§ HOW TO COMPLETE THIS TASK
Please reproduce each line of the data below exactly as shown.

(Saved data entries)
————

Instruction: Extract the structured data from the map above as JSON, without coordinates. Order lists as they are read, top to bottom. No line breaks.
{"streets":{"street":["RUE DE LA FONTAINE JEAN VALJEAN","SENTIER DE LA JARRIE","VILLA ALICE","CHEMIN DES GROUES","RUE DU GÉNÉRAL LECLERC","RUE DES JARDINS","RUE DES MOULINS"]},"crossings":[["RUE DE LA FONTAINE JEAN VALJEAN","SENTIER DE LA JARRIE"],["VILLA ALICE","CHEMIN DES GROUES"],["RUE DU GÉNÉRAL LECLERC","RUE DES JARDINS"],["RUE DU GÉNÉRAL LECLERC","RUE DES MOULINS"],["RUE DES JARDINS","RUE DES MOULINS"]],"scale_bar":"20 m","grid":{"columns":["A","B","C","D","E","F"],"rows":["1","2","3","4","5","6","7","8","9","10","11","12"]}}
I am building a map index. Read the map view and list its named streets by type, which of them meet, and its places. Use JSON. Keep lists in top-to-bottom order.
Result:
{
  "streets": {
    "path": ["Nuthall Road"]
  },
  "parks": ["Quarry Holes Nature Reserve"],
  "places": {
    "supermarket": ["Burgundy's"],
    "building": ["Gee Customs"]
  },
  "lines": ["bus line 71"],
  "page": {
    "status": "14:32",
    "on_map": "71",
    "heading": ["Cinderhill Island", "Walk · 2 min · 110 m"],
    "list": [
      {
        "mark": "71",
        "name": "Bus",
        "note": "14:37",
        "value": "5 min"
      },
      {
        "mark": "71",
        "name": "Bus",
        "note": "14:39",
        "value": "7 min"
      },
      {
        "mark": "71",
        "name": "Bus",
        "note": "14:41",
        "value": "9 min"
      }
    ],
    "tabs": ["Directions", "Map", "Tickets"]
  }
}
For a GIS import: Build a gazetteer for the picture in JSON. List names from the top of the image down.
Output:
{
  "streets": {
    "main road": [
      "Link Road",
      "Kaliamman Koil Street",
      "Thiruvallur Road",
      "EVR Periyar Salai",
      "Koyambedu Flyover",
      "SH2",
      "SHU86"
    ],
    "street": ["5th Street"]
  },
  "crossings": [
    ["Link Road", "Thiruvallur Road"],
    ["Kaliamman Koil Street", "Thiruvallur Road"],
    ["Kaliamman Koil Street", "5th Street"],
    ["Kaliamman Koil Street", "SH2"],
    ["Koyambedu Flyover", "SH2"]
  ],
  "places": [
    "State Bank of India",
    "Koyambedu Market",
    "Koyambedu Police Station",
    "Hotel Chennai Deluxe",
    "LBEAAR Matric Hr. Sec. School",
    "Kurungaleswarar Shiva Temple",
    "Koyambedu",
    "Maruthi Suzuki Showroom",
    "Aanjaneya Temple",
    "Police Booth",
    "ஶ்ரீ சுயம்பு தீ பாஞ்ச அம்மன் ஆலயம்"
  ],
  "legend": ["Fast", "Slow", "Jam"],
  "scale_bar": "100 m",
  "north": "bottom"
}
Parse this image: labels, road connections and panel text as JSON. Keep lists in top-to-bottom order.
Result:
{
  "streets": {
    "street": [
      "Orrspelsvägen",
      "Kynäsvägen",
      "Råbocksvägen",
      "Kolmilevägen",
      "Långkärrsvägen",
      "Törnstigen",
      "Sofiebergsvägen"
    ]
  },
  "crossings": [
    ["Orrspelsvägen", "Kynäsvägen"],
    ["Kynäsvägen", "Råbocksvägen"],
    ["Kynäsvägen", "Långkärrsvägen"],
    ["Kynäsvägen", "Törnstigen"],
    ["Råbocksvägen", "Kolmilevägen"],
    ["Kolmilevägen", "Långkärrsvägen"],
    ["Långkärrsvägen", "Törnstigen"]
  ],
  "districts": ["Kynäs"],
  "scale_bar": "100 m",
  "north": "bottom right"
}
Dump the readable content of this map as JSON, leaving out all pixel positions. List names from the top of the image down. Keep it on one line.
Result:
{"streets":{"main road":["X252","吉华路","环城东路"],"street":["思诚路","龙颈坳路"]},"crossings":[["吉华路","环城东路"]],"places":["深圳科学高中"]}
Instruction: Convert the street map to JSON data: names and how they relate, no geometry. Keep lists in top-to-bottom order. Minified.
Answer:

————

§ TASK RESPONSE
Instruction: Extract the structured data from the map above as JSON, without coordinates. Order lists as they are read, top to bottom. No line breaks.
{"streets":{"street":["RUE DE LA FONTAINE JEAN VALJEAN","SENTIER DE LA JARRIE","VILLA ALICE","CHEMIN DES GROUES","RUE DU GÉNÉRAL LECLERC","RUE DES JARDINS","RUE DES MOULINS"]},"crossings":[["RUE DE LA FONTAINE JEAN VALJEAN","SENTIER DE LA JARRIE"],["VILLA ALICE","CHEMIN DES GROUES"],["RUE DU GÉNÉRAL LECLERC","RUE DES JARDINS"],["RUE DU GÉNÉRAL LECLERC","RUE DES MOULINS"],["RUE DES JARDINS","RUE DES MOULINS"]],"scale_bar":"20 m","grid":{"columns":["A","B","C","D","E","F"],"rows":["1","2","3","4","5","6","7","8","9","10","11","12"]}}
I am building a map index. Read the map view and list its named streets by type, which of them meet, and its places. Use JSON. Keep lists in top-to-bottom order.
Result:
{
  "streets": {
    "path": ["Nuthall Road"]
  },
  "parks": ["Quarry Holes Nature Reserve"],
  "places": {
    "supermarket": ["Burgundy's"],
    "building": ["Gee Customs"]
  },
  "lines": ["bus line 71"],
  "page": {
    "status": "14:32",
    "on_map": "71",
    "heading": ["Cinderhill Island", "Walk · 2 min · 110 m"],
    "list": [
      {
        "mark": "71",
        "name": "Bus",
        "note": "14:37",
        "value": "5 min"
      },
      {
        "mark": "71",
        "name": "Bus",
        "note": "14:39",
        "value": "7 min"
      },
      {
        "mark": "71",
        "name": "Bus",
        "note": "14:41",
        "value": "9 min"
      }
    ],
    "tabs": ["Directions", "Map", "Tickets"]
  }
}
For a GIS import: Build a gazetteer for the picture in JSON. List names from the top of the image down.
Output:
{
  "streets": {
    "main road": [
      "Link Road",
      "Kaliamman Koil Street",
      "Thiruvallur Road",
      "EVR Periyar Salai",
      "Koyambedu Flyover",
      "SH2",
      "SHU86"
    ],
    "street": ["5th Street"]
  },
  "crossings": [
    ["Link Road", "Thiruvallur Road"],
    ["Kaliamman Koil Street", "Thiruvallur Road"],
    ["Kaliamman Koil Street", "5th Street"],
    ["Kaliamman Koil Street", "SH2"],
    ["Koyambedu Flyover", "SH2"]
  ],
  "places": [
    "State Bank of India",
    "Koyambedu Market",
    "Koyambedu Police Station",
    "Hotel Chennai Deluxe",
    "LBEAAR Matric Hr. Sec. School",
    "Kurungaleswarar Shiva Temple",
    "Koyambedu",
    "Maruthi Suzuki Showroom",
    "Aanjaneya Temple",
    "Police Booth",
    "ஶ்ரீ சுயம்பு தீ பாஞ்ச அம்மன் ஆலயம்"
  ],
  "legend": ["Fast", "Slow", "Jam"],
  "scale_bar": "100 m",
  "north": "bottom"
}
Parse this image: labels, road connections and panel text as JSON. Keep lists in top-to-bottom order.
Result:
{
  "streets": {
    "street": [
      "Orrspelsvägen",
      "Kynäsvägen",
      "Råbocksvägen",
      "Kolmilevägen",
      "Långkärrsvägen",
      "Törnstigen",
      "Sofiebergsvägen"
    ]
  },
  "crossings": [
    ["Orrspelsvägen", "Kynäsvägen"],
    ["Kynäsvägen", "Råbocksvägen"],
    ["Kynäsvägen", "Långkärrsvägen"],
    ["Kynäsvägen", "Törnstigen"],
    ["Råbocksvägen", "Kolmilevägen"],
    ["Kolmilevägen", "Långkärrsvägen"],
    ["Långkärrsvägen", "Törnstigen"]
  ],
  "districts": ["Kynäs"],
  "scale_bar": "100 m",
  "north": "bottom right"
}
Dump the readable content of this map as JSON, leaving out all pixel positions. List names from the top of the image down. Keep it on one line.
Result:
{"streets":{"main road":["X252","吉华路","环城东路"],"street":["思诚路","龙颈坳路"]},"crossings":[["吉华路","环城东路"]],"places":["深圳科学高中"]}
Instruction: Convert the street map to JSON data: names and how they relate, no geometry. Keep lists in top-to-bottom order. Minified.
Answer:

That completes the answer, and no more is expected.